O comportamento paranóico encontrava-se, pelos vistos, já controlado, ao ponto de Luís Rocha aceitar leccionar a cadeira do seu mentor. Havia algo de catártico nisso, é certo; ao dar aquela aula, o professor auxiliar assumia-se como o herdeiro natural do mestre e, ao mesmo tempo, ajudava a exorcizar os demónios libertados por aquele desaparecimento tão súbito e inexplicado.

Para Tomás, a aula serviria sobretudo de introdução ao homem que queria conhecer. O historiador considerava importante falar com o colaborador do professor Siza; não é que Luís Rocha soubesse muita coisa sobre o desaparecimento do mestre, mas conheceria certamente pormenores relativos ao seu pensamento, às suas pesquisas, aos seus projetos, e esses detalhes poderiam fornecer pistas valiosas.

Tomás balançou afirmativamente a cabeça. Fizera bem em vir assistir àquela aula inaugural.

Consultou o relógio. Já passavam catorze minutos das onze da manhã, a hora a que a aula supostamente começava. Pelos vistos estava ali em vigor o célebre "quarto de hora acadêmico", como era conhecido o tradicional atraso que se praticava no início das aulas em Coimbra. Contemplou o estrado deserto, onde se encontrava o quadro 178

branco limpo e a secretária vazia do professor, e voltou a balançar suavemente a cabeça para a frente e para trás. Sim, repetiu para si mesmo. Fizera bem em vir.

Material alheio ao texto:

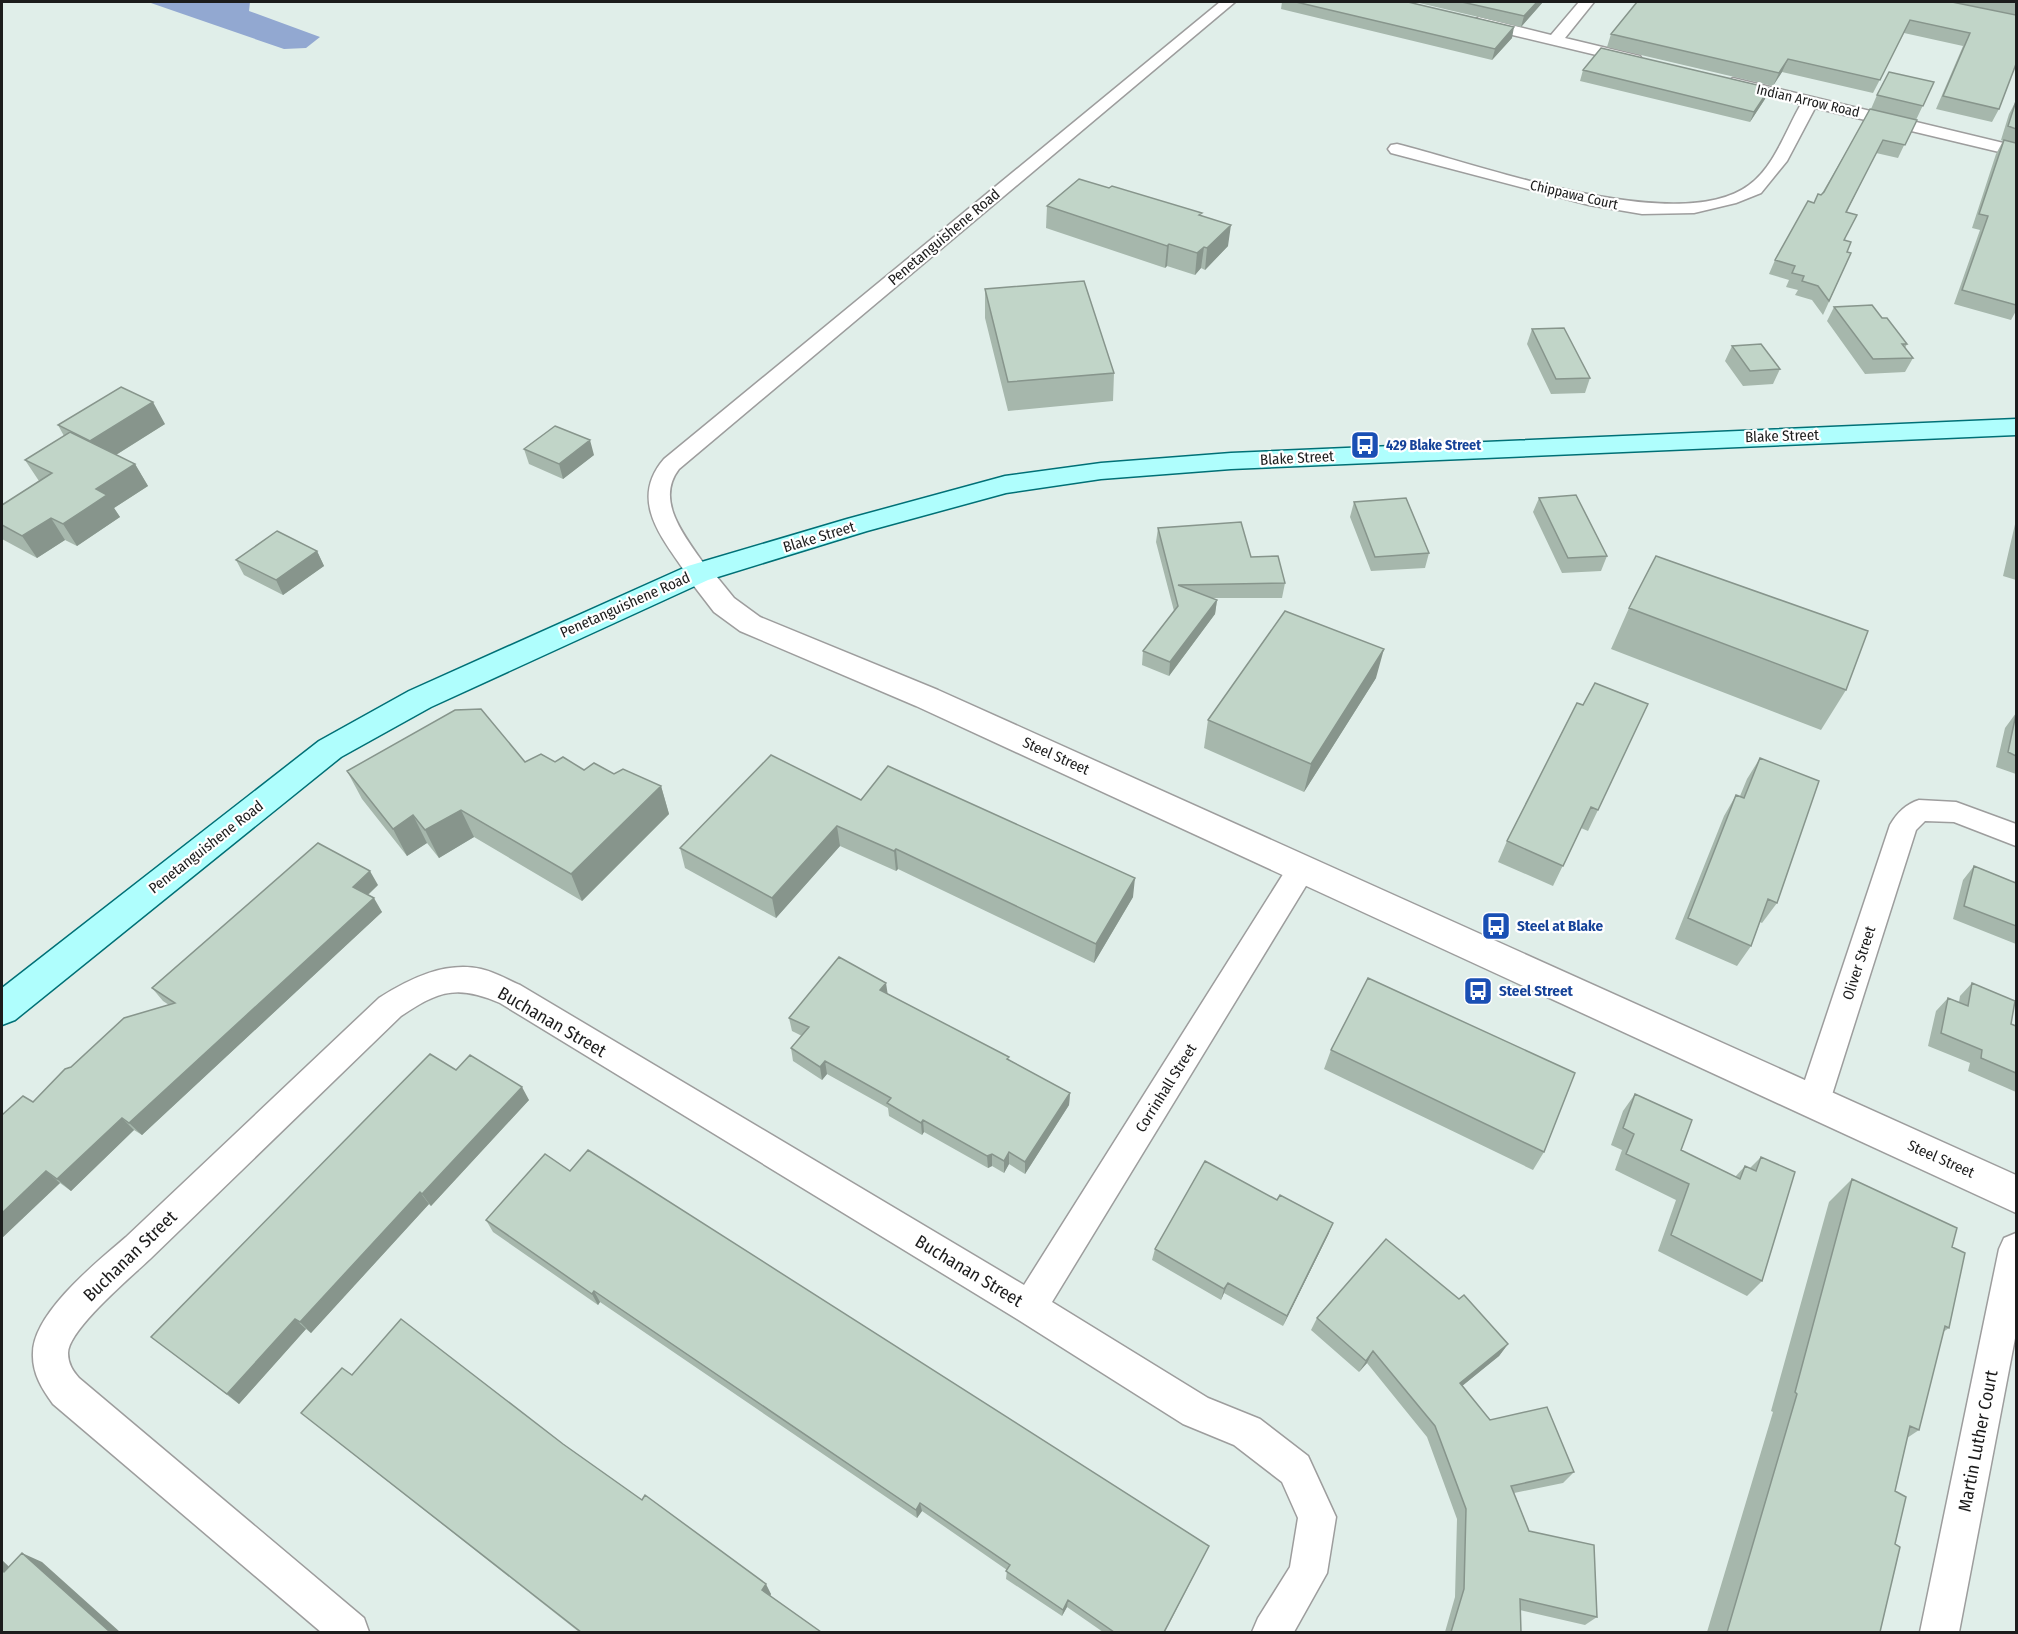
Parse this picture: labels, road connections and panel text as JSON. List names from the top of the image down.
{
  "streets": {
    "main road": ["Penetanguishene Road", "Blake Street"],
    "street": [
      "Indian Arrow Road",
      "Chippawa Court",
      "Steel Street",
      "Oliver Street",
      "Buchanan Street",
      "Corrinhall Street",
      "Martin Luther Court"
    ]
  },
  "crossings": [
    ["Indian Arrow Road", "Chippawa Court"],
    ["Penetanguishene Road", "Blake Street"],
    ["Penetanguishene Road", "Steel Street"],
    ["Blake Street", "Steel Street"],
    ["Steel Street", "Oliver Street"],
    ["Steel Street", "Corrinhall Street"],
    ["Buchanan Street", "Corrinhall Street"]
  ],
  "places": {
    "bus stop": ["429 Blake Street", "Steel at Blake", "Steel Street"]
  }
}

Convinha é que Luís Rocha também aparecesse.

Logo que o professor entrou, um silêncio absoluto abateu-se sobre o anfiteatro.

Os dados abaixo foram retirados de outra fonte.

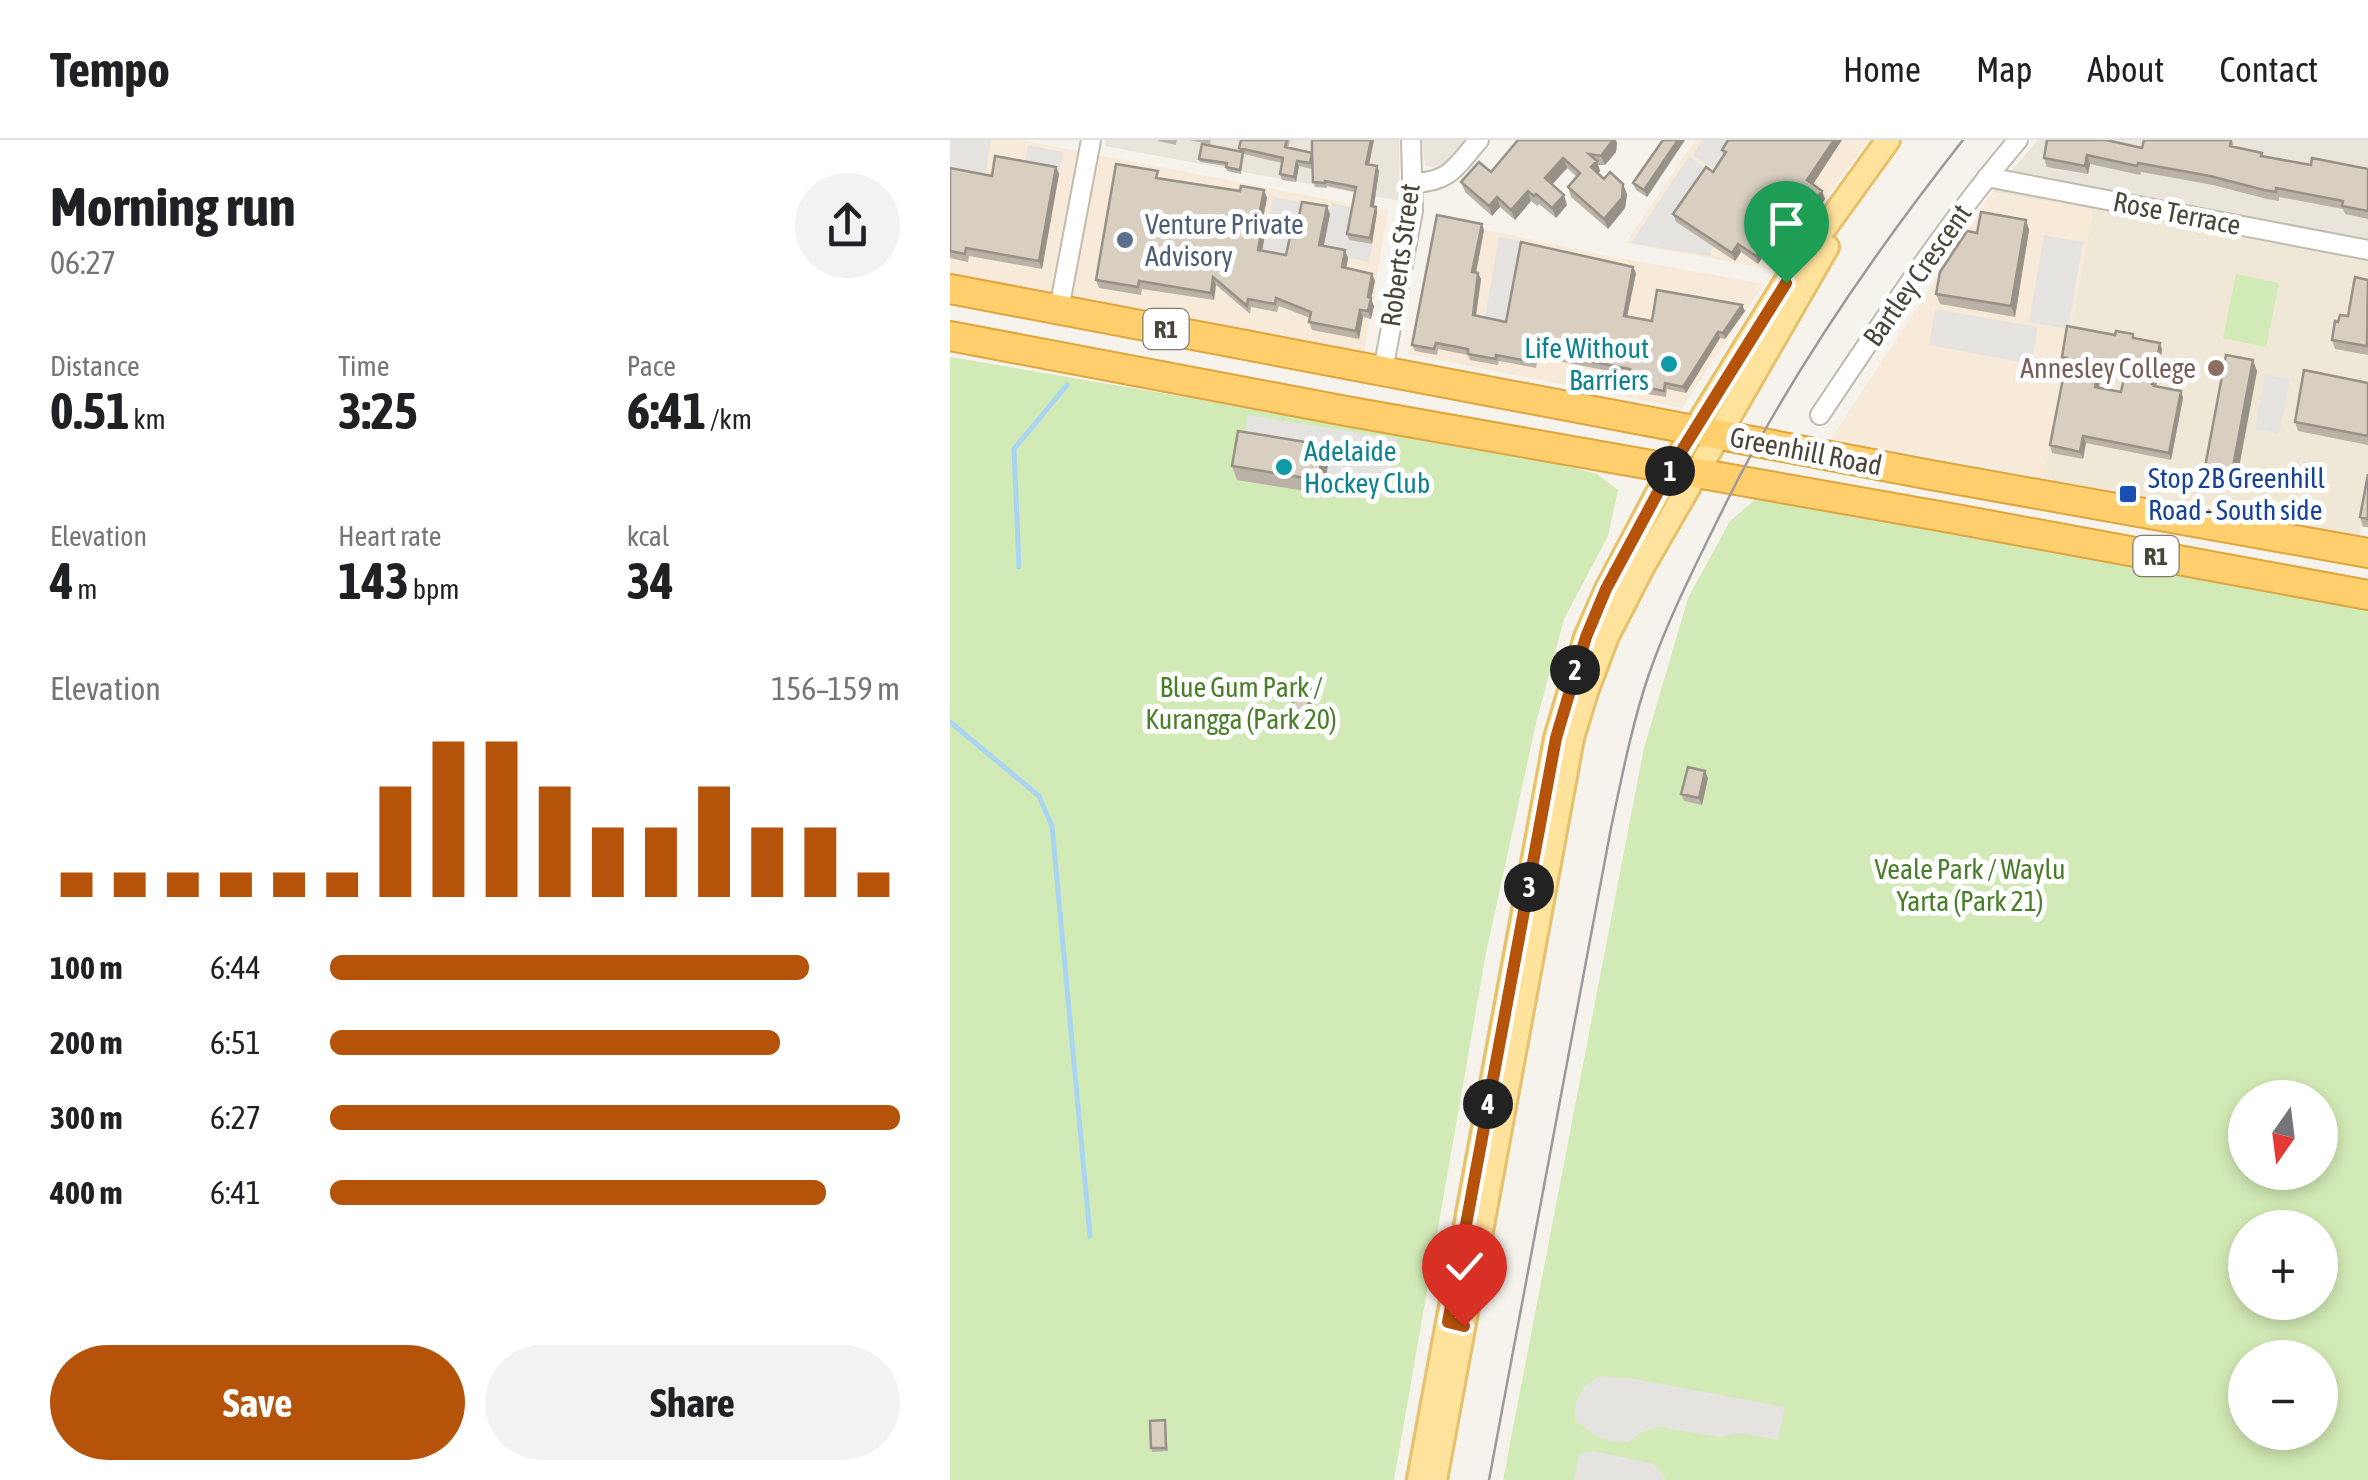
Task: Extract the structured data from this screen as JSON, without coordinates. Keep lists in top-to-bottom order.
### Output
{
  "streets": {
    "highway": ["R1", "Greenhill Road"],
    "street": ["Rose Terrace", "Roberts Street", "Bartley Crescent"]
  },
  "crossings": [
    ["Rose Terrace", "Bartley Crescent"],
    ["Roberts Street", "Greenhill Road"]
  ],
  "parks": ["Blue Gum Park / Kurangga (Park 20)", "Veale Park / Waylu Yarta (Park 21)"],
  "places": {
    "other": [
      "Venture Private Advisory",
      "Life Without Barriers",
      "Annesley College",
      "Adelaide Hockey Club"
    ],
    "transit": ["Stop 2B Greenhill Road - South side"]
  },
  "north": "bottom",
  "page": {
    "header": "Tempo",
    "nav": [
      "Home",
      "Map",
      "About",
      "Contact"
    ],
    "heading": ["Morning run", "06:27"],
    "stats": [
      ["Distance", "0.51 km"],
      ["Time", "3:25"],
      ["Pace", "6:41 /km"],
      ["Elevation", "4 m"],
      ["Heart rate", "143 bpm"],
      ["kcal", "34"]
    ],
    "pins": [
      "1",
      "2",
      "3",
      "4"
    ],
    "chart": ["Elevation", "156–159 m"],
    "list": [
      {
        "name": "100 m",
        "note": "6:44"
      },
      {
        "name": "200 m",
        "note": "6:51"
      },
      {
        "name": "300 m",
        "note": "6:27"
      },
      {
        "name": "400 m",
        "note": "6:41"
      }
    ],
    "map_buttons": ["+", "−"],
    "buttons": ["Save", "Share"]
  }
}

Apenas o som dos seus passos tímidos ecoou entre aquelas paredes. O silêncio durou apenas alguns breves segundos e logo o burburinho recomeçou, mas agora sussurrado; de repente os alunos pareciam velhinhas encostadas à janela a comentar a chegada de uma nova vizinha, medindo-lhe o aspecto, lendo-lhe o rosto, procurando fraquezas para explorar.

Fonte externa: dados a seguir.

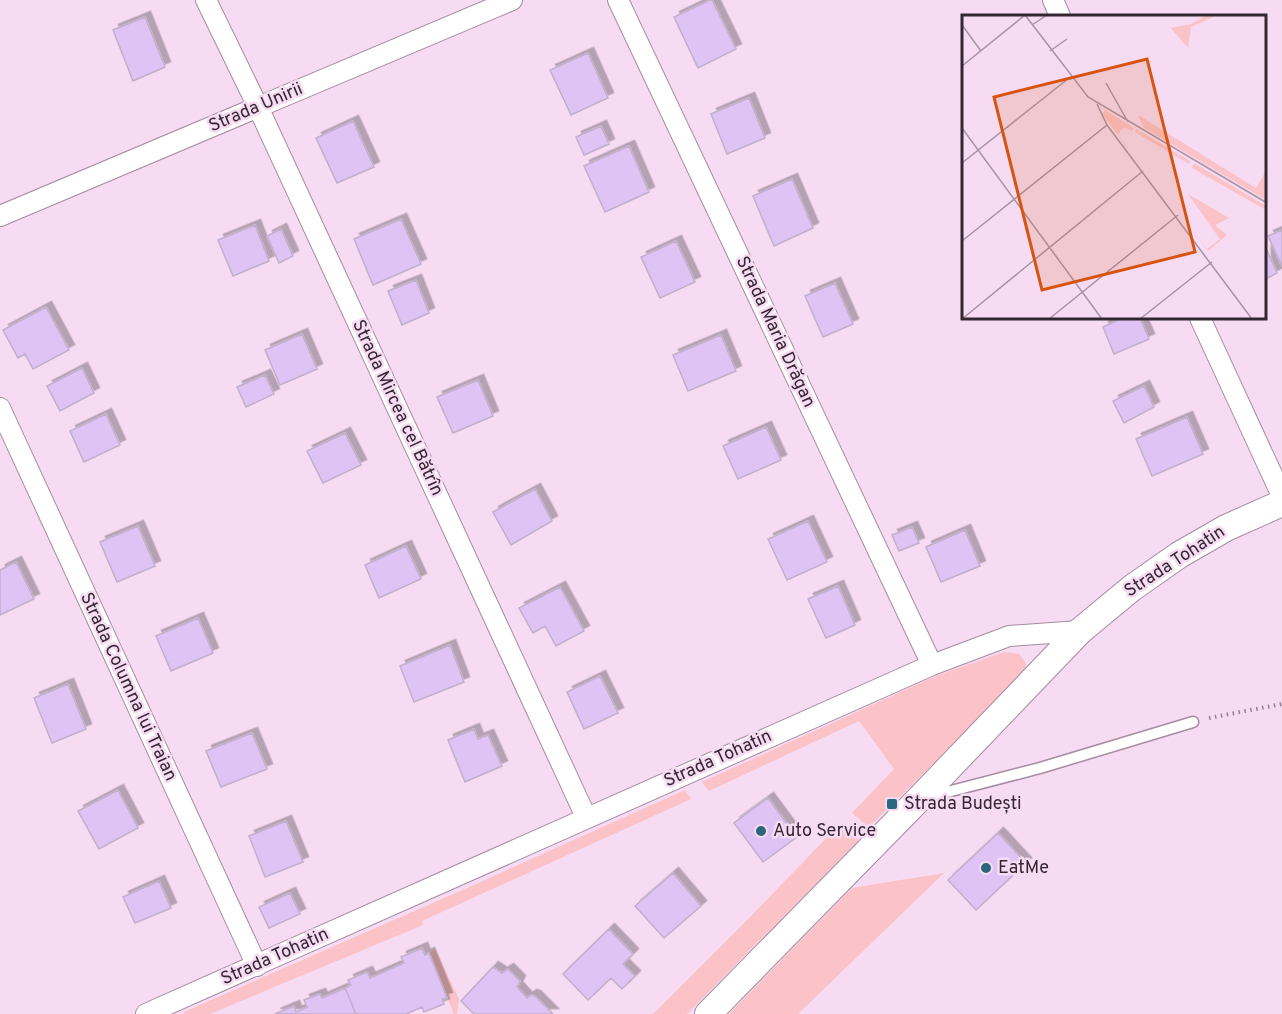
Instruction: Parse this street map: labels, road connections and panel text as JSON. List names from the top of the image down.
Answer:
{
  "streets": {
    "street": [
      "Strada Unirii",
      "Strada Maria Drăgan",
      "Strada Mircea cel Bătrîn",
      "Strada Tohatin",
      "Strada Columna lui Traian"
    ]
  },
  "crossings": [
    ["Strada Unirii", "Strada Mircea cel Bătrîn"],
    ["Strada Maria Drăgan", "Strada Tohatin"],
    ["Strada Mircea cel Bătrîn", "Strada Tohatin"],
    ["Strada Tohatin", "Strada Columna lui Traian"]
  ],
  "places": {
    "transit": ["Strada Budești"],
    "other": ["Auto Service", "EatMe"]
  }
}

Luís Rocha era um homem alto com aspecto de já ter sido magro, mas a barriga fora vencida talvez pela cerveja, talvez por grandes almoçaradas nos bons restaurantes da cidade. Escasseava-lhe cabelo no topo da testa e o que restava era prematuramente grisalho. Aparentava um ar manso, pachorrento até, mas Tomás suspeitava que isso era apenas o ar, por baixo de tal calmaria agitava-se decerto um temperamento volátil.

O professor manteve-se alguns instantes sentado na sua secretária, consultando as anotações, e depois levantou-se e encarou a turma. Olhou para um lado e para o outro, contraindo a cara num contagioso tique nervoso.

"Bom dia", saudou.

A turma respondeu com um "bom dia" desafinado.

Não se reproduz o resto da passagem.